"Psychological Disturbance" Not Compensable Even With Presence of Physical Injuries
Important reasons for judgement were released today by the BC Supreme Court, Campbell River Registry, discussing the law for compensation for psychological injuries following a motor vehicle collision. In short the Court held that “psychological disturbance” not meeting the level of a recognized psychiatric illness is not compensable in BC, even in the presence of accident related physical injuries.
In today’s case (Schulze v. Strain) the Plaintiff, who was 4 years old at the time, was involved in a serious motor vehicle collision in 2007. The Plaintiff was a passenger in a vehicle with his family. The vehicle was involved in a collision at approximately 50 kmph and the force of impact was “considerable“. Despite the severity of the collision the Plaintiff suffered minor injuries which made a full and complete recovery.
In addition to the physical injury, the young plaintiff suffered “psychological disturbance” with the Court finding that the Plaintiff was “emotionally upset…was having nightmares….did not want to travel in a car…(and was) reluctant to talk about the accident“. Although the Plaintiff was emotionally effected the consequences were not severe enough to cause a recognized psychiatric illness. The Plaintiff asked for damages in the range of $25,000 – $30,000 arguing that this is a fair range for a “moderate psychological injury”.
Mr. Justice Halfyard disagreed and ruled that mere “psychological disturbance” cannot be compensated in British Columbia even in circumstances where the Plaintiff suffers accident related physical injuries. Specifically the Court reasoned as follows:
 Having accepted the evidence of Jan’s parents and the evidence of Dr. Ness, I conclude that Jan was extremely frightened by his anticipation of the collision, and then experiencing the collision. Quite naturally, this was fear for his own safety, a fear of being seriously injured. That fear manifested itself in the physical symptoms and the changes in behaviour which I have previously described. Most of his symptoms had subsided within six months. I have found that Jan’s fear of travelling in a motor vehicle had diminished to the point of mere dislike, within about a year of the accident.

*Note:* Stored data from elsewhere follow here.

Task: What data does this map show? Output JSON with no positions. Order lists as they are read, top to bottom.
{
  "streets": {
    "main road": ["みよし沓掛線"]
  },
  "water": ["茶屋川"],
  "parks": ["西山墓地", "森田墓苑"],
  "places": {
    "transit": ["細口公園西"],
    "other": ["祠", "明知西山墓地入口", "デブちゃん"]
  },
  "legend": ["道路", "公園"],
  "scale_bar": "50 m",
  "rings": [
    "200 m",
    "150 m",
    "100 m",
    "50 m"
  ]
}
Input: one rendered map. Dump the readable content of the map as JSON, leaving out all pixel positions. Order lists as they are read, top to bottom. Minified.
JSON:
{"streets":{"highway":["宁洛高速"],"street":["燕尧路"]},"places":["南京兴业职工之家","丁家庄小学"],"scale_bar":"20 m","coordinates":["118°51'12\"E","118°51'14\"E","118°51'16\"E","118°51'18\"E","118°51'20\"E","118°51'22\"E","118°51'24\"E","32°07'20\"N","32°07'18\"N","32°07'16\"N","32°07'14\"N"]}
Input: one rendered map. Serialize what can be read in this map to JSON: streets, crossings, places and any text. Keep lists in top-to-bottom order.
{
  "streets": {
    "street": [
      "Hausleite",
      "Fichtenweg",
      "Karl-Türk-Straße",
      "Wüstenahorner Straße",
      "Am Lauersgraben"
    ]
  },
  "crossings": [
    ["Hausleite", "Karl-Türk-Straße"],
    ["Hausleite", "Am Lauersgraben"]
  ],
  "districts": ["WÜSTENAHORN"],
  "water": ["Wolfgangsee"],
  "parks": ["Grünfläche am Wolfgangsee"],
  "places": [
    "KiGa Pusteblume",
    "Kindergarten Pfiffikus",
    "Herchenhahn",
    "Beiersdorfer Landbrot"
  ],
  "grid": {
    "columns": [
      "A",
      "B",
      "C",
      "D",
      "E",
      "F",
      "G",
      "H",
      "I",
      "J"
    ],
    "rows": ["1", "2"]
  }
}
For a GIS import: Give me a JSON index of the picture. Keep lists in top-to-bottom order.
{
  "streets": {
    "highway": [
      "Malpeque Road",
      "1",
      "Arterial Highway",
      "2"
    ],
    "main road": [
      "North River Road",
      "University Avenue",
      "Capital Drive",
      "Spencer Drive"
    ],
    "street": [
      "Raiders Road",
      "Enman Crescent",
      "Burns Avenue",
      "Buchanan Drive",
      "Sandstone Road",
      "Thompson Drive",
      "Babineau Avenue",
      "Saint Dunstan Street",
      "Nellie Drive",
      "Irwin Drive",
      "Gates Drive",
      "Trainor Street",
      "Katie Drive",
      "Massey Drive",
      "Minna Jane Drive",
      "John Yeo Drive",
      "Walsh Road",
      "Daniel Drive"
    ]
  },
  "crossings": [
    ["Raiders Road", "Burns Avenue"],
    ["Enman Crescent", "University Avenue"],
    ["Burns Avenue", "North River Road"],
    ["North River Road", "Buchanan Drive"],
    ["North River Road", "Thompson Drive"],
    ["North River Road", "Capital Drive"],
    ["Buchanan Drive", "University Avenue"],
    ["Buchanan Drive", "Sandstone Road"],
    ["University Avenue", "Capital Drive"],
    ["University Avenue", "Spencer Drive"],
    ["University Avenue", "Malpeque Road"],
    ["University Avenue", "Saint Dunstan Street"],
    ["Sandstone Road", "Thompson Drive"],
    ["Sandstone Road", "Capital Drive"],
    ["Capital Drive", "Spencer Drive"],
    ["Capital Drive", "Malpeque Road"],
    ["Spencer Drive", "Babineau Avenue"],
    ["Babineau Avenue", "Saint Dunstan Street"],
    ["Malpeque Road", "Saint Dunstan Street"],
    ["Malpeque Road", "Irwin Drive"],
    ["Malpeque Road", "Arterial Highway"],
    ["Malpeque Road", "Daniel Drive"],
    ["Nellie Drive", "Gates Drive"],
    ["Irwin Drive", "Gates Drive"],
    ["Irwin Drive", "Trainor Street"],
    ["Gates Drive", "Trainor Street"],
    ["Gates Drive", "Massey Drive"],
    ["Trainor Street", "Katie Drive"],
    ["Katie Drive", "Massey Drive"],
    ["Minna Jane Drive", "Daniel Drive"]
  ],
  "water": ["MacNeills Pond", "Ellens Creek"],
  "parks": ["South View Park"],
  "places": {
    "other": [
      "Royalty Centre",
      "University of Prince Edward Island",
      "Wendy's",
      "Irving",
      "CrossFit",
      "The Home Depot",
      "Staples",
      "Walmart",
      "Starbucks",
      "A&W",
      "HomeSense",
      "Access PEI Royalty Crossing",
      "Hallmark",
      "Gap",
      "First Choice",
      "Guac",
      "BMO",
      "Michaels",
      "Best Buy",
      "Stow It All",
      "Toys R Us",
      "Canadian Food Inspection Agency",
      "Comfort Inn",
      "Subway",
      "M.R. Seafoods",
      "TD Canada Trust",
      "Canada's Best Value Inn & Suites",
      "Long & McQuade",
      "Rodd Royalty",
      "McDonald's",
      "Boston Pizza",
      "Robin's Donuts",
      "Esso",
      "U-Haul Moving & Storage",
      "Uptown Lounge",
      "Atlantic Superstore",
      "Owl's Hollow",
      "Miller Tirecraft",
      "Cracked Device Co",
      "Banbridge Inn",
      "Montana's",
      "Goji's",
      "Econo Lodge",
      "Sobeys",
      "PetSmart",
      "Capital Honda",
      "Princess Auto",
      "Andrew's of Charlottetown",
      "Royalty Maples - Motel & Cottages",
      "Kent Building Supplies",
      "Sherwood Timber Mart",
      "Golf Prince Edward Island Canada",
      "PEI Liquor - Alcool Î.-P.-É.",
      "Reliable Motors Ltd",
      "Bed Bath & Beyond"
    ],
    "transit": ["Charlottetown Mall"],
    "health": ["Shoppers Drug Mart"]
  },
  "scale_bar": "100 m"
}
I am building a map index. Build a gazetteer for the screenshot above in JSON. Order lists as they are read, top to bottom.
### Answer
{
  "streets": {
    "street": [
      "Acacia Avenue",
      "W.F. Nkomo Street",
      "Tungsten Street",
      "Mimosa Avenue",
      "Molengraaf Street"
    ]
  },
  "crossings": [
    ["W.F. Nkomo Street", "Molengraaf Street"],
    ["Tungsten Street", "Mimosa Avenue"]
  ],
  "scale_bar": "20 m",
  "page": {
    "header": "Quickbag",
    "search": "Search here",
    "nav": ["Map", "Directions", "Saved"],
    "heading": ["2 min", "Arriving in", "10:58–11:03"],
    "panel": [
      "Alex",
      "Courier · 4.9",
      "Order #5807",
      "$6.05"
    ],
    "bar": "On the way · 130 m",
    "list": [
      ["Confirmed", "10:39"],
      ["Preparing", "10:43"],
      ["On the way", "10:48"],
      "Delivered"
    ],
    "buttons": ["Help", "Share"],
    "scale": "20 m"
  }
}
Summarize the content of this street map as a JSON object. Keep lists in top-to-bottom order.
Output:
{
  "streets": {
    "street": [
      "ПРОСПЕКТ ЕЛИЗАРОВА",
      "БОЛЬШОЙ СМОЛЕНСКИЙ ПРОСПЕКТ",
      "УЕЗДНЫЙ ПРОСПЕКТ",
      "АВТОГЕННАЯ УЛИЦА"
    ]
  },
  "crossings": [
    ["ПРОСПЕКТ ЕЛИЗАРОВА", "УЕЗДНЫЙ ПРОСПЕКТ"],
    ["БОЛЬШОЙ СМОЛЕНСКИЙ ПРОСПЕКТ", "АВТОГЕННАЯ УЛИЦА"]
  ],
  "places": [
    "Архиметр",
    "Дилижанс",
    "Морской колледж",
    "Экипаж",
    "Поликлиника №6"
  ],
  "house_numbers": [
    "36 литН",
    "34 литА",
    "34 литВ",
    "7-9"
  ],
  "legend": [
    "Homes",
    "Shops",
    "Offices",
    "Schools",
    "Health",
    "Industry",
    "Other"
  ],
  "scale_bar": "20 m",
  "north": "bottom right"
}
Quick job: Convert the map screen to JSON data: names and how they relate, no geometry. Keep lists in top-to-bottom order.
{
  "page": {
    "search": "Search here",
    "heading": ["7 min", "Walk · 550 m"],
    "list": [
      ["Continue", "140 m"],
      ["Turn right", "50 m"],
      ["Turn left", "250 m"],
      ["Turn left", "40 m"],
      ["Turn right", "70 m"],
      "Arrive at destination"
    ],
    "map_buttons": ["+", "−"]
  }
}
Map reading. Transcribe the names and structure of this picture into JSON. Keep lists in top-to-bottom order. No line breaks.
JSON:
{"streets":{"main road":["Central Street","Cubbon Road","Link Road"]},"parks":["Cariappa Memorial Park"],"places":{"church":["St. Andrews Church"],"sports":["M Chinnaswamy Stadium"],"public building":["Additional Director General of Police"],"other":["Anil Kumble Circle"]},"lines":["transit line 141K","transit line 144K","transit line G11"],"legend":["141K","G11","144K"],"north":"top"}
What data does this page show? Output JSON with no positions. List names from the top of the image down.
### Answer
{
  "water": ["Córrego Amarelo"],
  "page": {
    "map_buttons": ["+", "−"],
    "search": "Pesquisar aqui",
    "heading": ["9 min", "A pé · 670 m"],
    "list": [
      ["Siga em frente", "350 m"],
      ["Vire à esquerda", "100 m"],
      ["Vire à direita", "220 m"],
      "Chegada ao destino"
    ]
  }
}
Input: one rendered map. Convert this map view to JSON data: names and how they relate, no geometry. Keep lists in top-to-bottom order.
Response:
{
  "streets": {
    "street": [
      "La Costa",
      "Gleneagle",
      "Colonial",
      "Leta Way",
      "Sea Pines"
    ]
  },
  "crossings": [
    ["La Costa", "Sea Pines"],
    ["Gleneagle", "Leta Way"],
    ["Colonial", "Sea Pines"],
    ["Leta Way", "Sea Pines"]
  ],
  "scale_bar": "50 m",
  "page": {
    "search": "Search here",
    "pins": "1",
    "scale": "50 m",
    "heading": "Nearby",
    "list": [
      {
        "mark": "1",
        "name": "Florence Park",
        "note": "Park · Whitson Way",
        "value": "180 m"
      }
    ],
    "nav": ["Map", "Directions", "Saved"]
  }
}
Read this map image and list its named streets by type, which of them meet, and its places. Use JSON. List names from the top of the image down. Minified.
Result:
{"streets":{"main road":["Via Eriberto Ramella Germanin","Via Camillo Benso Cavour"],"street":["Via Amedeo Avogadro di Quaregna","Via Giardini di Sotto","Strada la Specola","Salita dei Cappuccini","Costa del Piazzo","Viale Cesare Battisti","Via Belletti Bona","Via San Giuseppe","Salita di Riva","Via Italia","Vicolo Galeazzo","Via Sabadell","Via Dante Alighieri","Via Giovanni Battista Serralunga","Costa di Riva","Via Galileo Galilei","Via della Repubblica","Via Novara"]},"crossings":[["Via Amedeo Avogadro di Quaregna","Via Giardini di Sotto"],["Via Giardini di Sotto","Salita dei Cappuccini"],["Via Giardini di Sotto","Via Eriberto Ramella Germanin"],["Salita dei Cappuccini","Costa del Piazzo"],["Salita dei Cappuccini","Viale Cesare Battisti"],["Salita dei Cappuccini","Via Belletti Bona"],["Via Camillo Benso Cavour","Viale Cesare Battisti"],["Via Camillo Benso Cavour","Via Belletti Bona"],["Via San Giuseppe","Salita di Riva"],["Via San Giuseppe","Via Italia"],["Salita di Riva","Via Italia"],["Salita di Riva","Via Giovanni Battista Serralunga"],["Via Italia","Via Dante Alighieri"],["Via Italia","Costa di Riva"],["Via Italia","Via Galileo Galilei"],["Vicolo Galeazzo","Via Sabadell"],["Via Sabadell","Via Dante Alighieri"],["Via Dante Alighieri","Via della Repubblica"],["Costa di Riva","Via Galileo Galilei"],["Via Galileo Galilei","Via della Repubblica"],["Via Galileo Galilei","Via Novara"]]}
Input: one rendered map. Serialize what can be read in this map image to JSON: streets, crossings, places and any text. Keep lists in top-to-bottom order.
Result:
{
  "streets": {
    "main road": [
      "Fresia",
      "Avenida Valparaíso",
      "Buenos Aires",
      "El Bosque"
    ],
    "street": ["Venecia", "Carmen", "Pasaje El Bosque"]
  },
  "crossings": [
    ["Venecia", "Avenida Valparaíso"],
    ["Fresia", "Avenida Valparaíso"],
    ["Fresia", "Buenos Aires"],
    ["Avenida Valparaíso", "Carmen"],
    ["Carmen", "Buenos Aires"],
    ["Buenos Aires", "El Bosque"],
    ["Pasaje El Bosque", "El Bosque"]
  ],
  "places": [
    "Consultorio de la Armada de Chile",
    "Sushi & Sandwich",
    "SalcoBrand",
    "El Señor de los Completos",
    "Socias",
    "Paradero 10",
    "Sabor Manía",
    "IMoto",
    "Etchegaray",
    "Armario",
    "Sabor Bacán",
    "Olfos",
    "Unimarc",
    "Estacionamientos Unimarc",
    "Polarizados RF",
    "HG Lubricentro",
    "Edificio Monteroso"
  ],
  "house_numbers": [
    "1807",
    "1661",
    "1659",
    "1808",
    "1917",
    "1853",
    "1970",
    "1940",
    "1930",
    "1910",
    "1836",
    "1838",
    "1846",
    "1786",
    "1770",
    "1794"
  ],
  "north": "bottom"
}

 The evidence does not establish that Jan’s psychological disturbance amounted to a recognized psychiatric illness. While I am satisfied that Jan’s psychological disturbance was significant and far above being trivial, I am also not persuaded that the degree and duration of his emotional disturbance supports the conclusion that he sustained “a serious and prolonged injury.” (That was the lesser test which was argued by the plaintiffs in Kotai v. Queen of the North, but which was rejected by Joyce J.)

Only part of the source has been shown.